Stored data entries
********************
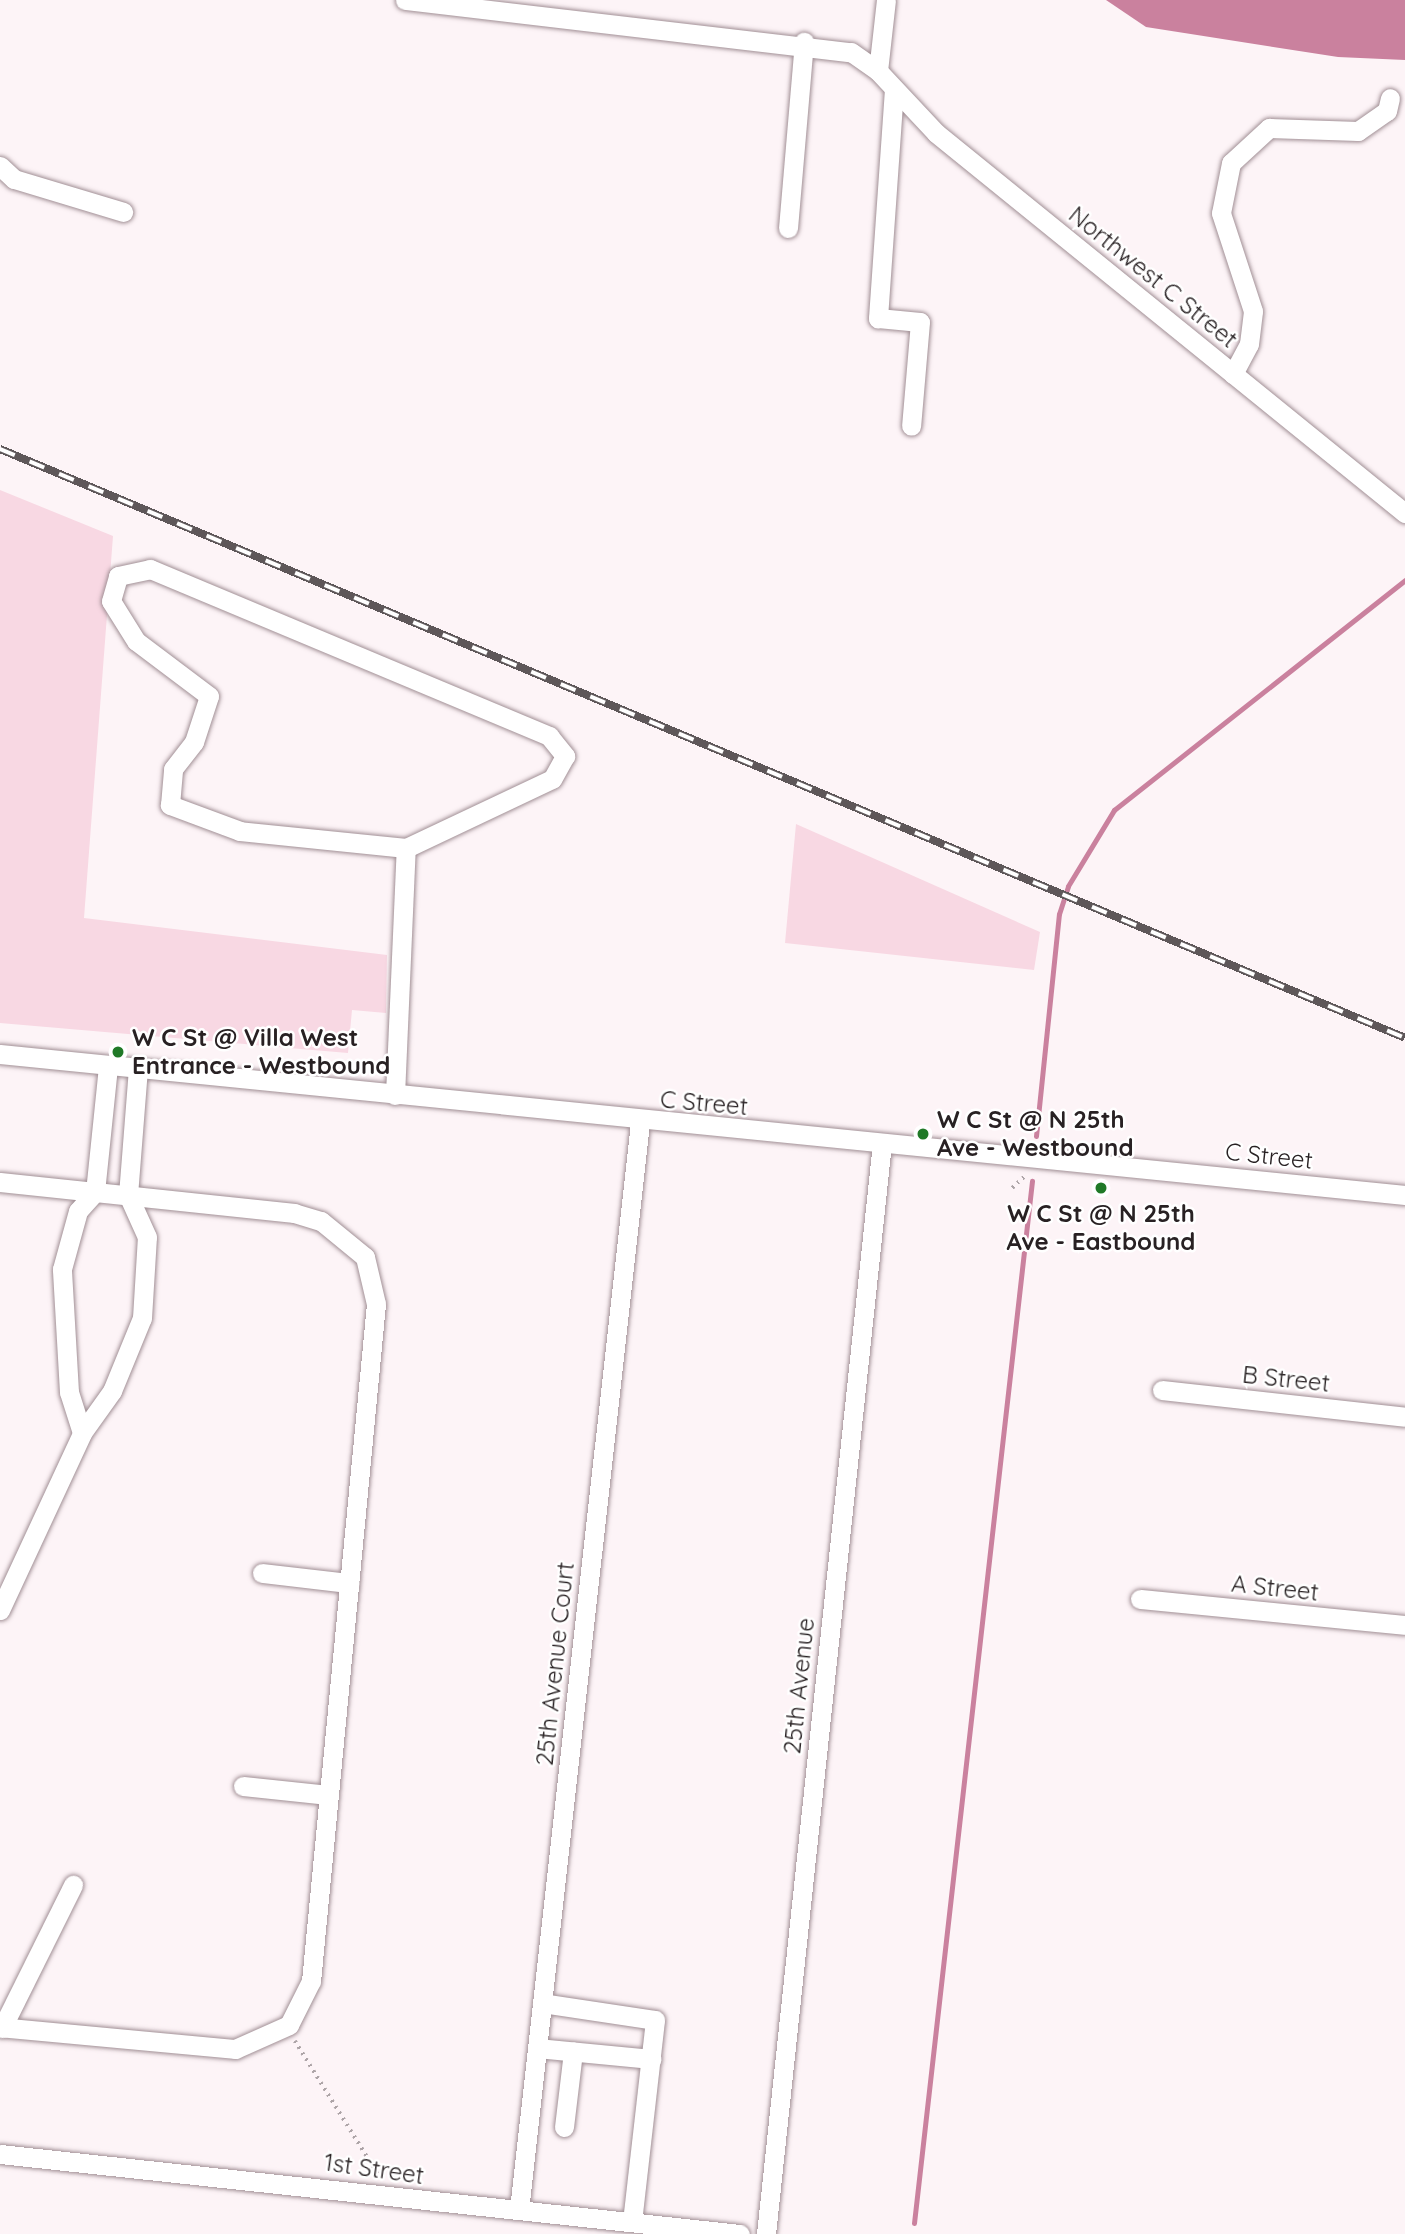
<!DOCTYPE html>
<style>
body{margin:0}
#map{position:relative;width:1405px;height:2234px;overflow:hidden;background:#fdf4f7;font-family:Quicksand,sans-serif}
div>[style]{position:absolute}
.green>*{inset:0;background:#f8d8e3}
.water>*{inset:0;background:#ca819e}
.stream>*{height:5px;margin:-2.5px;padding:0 2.5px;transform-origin:2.5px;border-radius:2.5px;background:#ca819e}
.path>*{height:3.5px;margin-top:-1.75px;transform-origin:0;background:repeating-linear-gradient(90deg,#ada4a7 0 2px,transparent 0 7px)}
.roads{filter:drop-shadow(0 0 2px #a18f95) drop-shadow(0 0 2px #a18f95)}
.minor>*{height:19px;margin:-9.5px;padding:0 9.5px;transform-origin:9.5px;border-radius:9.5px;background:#fff}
.rail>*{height:8px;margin-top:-4px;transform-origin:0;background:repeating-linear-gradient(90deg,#fff 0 16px,#5e5759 0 32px);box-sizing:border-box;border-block:2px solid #5e5759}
.dots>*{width:19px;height:19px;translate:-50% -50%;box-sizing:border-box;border:4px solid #fff;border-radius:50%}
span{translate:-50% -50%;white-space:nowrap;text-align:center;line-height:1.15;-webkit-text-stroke:5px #fff;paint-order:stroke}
.street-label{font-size:24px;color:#282123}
.poi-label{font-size:24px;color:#282123;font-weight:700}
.left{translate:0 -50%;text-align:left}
</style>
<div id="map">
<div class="green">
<div style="clip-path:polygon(0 490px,113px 536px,84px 918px,387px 955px,386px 1013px,352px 1010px,348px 1053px,0 1023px)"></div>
<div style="clip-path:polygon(796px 824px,1040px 932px,1034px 970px,785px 943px)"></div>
</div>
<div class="water">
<div style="clip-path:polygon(1106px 0,1405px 0,1405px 60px,1338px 57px,1146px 27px)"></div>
</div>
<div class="stream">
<div style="left:1036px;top:1136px;width:223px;rotate:-84.1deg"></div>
<div style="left:1059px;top:914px;width:29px;rotate:-72deg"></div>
<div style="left:1068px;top:886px;width:89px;rotate:-58.8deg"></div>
<div style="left:1114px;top:810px;width:371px;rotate:-38.3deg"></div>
<div style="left:914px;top:2223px;width:1049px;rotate:-83.54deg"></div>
</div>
<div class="path">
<div style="left:1012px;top:1188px;width:19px;rotate:-43deg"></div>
<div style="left:295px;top:2041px;width:159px;rotate:58.1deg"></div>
</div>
<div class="roads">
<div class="minor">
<div style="left:405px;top:0;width:449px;rotate:6.7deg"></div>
<div style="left:851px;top:52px;width:33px;rotate:35deg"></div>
<div style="left:878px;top:71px;width:85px;rotate:46.9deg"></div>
<div style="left:936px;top:133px;width:604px;rotate:39.02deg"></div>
<div style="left:878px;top:71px;width:71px;rotate:-83.6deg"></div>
<div style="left:894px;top:89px;width:230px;rotate:94deg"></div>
<div style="left:878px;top:318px;width:42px;rotate:5.4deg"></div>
<div style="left:920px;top:322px;width:104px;rotate:94.9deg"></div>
<div style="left:0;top:166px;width:19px;rotate:43deg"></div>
<div style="left:14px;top:179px;width:114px;rotate:16.8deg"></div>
<div style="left:788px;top:228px;width:187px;rotate:-85.1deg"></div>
<div style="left:1233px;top:374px;width:34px;rotate:-62deg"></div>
<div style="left:1249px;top:344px;width:33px;rotate:-83deg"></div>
<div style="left:1253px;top:311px;width:103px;rotate:-108.1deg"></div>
<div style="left:1221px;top:213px;width:51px;rotate:-78.7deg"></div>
<div style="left:1231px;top:163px;width:52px;rotate:-42.6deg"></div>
<div style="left:1269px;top:128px;width:89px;rotate:1.9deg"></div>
<div style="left:1358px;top:131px;width:35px;rotate:-35deg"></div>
<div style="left:1387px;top:111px;width:13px;rotate:-77deg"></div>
<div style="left:150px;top:569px;width:433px;rotate:22.7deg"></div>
<div style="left:549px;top:736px;width:26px;rotate:51deg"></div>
<div style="left:565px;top:756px;width:26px;rotate:119deg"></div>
<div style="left:552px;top:779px;width:161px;rotate:154.7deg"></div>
<div style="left:406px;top:848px;width:167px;rotate:-174.2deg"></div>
<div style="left:240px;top:831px;width:75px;rotate:-159.6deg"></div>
<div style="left:170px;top:805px;width:36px;rotate:-85deg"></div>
<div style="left:173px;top:769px;width:34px;rotate:-52deg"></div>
<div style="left:194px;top:742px;width:48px;rotate:-71.9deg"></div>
<div style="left:209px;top:696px;width:91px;rotate:-143deg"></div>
<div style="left:136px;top:641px;width:47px;rotate:-122deg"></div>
<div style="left:111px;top:601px;width:26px;rotate:-74deg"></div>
<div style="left:118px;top:576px;width:33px;rotate:-12deg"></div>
<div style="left:0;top:1054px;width:1412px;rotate:5.73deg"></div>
<div style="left:395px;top:1095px;width:247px;rotate:-87.5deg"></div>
<div style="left:0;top:1182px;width:296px;rotate:6deg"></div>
<div style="left:294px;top:1213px;width:28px;rotate:17deg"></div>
<div style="left:321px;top:1221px;width:57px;rotate:39.3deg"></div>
<div style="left:365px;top:1257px;width:48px;rotate:76.8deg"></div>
<div style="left:376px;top:1304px;width:680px;rotate:95.48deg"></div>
<div style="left:311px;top:1981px;width:49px;rotate:116.6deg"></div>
<div style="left:289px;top:2025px;width:59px;rotate:156deg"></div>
<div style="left:235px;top:2049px;width:236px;rotate:-174.7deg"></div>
<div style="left:1162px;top:1390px;width:244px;rotate:6.3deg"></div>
<div style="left:82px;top:1433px;width:43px;rotate:-107.6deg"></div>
<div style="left:69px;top:1392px;width:123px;rotate:-93.3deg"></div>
<div style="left:62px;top:1269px;width:60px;rotate:-74.6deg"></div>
<div style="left:78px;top:1211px;width:25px;rotate:-48deg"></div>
<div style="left:95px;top:1192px;width:127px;rotate:-84.1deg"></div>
<div style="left:262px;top:1573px;width:88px;rotate:6.6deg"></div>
<div style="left:1140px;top:1599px;width:266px;rotate:5.6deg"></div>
<div style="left:0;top:1610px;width:195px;rotate:-65.1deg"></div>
<div style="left:82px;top:1433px;width:52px;rotate:-54.5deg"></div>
<div style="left:112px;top:1391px;width:79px;rotate:-67.7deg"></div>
<div style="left:142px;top:1318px;width:81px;rotate:-86.5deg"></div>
<div style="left:147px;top:1237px;width:46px;rotate:-114.3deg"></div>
<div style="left:128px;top:1195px;width:126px;rotate:-85.5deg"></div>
<div style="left:243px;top:1786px;width:86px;rotate:6deg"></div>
<div style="left:542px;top:2003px;width:114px;rotate:8.6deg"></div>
<div style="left:655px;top:2020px;width:203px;rotate:96.5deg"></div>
<div style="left:2px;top:2028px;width:160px;rotate:-63.6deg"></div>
<div style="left:537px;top:2048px;width:115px;rotate:5.5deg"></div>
<div style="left:564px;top:2127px;width:76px;rotate:-83.2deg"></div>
<div style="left:0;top:2154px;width:744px;rotate:6.17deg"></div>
<div style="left:519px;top:2210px;width:1095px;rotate:-83.65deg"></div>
<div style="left:766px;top:2234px;width:1097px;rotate:-83.93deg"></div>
</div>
</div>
<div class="rail">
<div style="left:0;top:449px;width:1523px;rotate:22.74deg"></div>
</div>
<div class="dots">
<div style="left:118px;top:1052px;background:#207927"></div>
<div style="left:923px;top:1134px;background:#207927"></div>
<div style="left:1101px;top:1188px;background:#207927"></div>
</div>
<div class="street-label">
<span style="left:1153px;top:277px;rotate:39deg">Northwest C Street</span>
<span style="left:704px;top:1103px;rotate:5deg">C Street</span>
<span style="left:1269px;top:1156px;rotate:6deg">C Street</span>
<span style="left:1286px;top:1379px;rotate:6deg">B Street</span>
<span style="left:1275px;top:1588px;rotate:6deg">A Street</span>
<span style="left:555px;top:1664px;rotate:-84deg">25th Avenue Court</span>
<span style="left:799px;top:1686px;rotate:-84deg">25th Avenue</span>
<span style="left:374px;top:2169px;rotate:8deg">1st Street</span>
</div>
<div class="poi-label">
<span class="left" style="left:132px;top:1052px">W C St @ Villa West<br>Entrance - Westbound</span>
<span class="left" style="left:937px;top:1134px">W C St @ N 25th<br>Ave - Westbound</span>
<span style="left:1101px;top:1228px">W C St @ N 25th<br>Ave - Eastbound</span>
</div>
</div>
********************
TASK REQUIREMENTS =
Which lines in the records above contain the string "stream"? Copy them.

SOLUTION BELOW =
.stream>*{height:5px;margin:-2.5px;padding:0 2.5px;transform-origin:2.5px;border-radius:2.5px;background:#ca819e}
<div class="stream">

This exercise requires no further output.